#### Data for this task

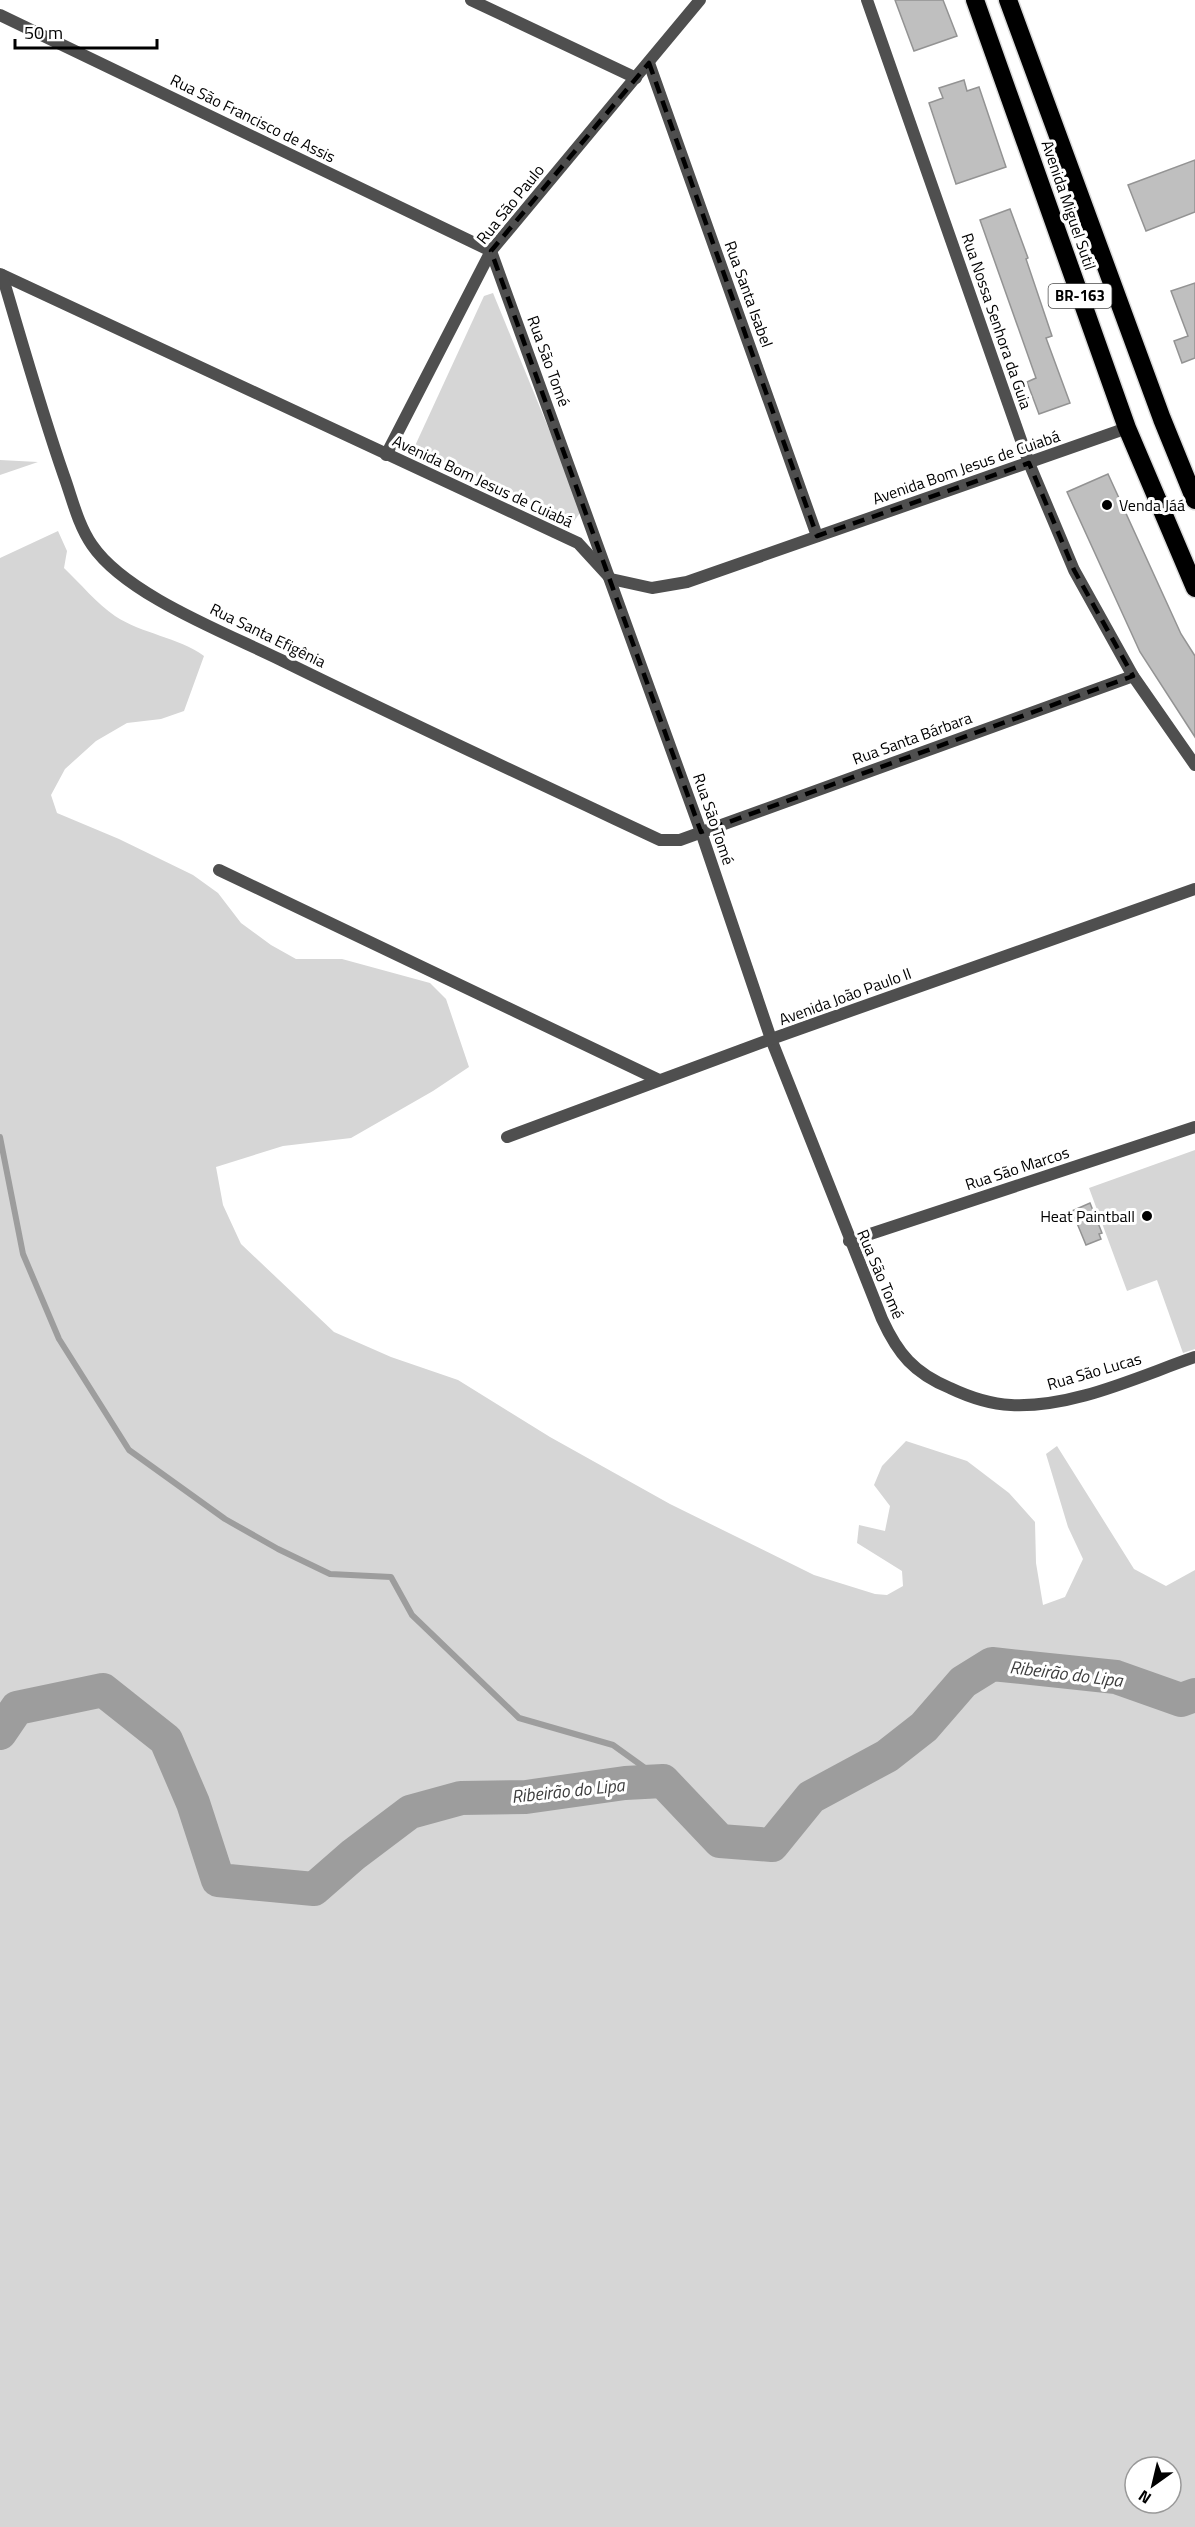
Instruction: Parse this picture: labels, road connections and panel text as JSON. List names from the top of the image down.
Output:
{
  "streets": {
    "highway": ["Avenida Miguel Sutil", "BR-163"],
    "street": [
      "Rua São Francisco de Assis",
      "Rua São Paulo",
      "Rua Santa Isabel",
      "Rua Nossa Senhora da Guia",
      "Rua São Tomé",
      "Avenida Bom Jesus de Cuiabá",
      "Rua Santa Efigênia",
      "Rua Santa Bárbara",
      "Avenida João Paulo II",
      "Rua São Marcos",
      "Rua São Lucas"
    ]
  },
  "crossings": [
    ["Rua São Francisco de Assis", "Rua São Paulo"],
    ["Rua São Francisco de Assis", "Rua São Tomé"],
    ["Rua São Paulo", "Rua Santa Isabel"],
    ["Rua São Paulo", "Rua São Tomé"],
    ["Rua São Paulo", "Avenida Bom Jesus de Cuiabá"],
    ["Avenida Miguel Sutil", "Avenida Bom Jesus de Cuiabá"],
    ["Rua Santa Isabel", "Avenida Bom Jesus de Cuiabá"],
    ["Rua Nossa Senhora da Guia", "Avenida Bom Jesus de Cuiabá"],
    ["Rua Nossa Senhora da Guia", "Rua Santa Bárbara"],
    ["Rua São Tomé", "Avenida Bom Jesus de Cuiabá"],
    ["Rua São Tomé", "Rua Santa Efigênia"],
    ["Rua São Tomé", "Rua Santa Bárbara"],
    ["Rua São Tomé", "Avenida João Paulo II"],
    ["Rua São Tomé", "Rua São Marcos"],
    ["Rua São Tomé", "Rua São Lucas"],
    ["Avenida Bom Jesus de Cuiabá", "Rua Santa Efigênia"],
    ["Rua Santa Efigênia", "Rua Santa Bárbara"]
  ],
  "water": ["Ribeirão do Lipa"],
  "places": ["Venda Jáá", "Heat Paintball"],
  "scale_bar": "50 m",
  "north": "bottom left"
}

########

== Work to be completed ==
Wherever a line in the data above contains the word "Assis", copy that line.

== Finished exercise ==
      "Rua São Francisco de Assis",
    ["Rua São Francisco de Assis", "Rua São Paulo"],
    ["Rua São Francisco de Assis", "Rua São Tomé"],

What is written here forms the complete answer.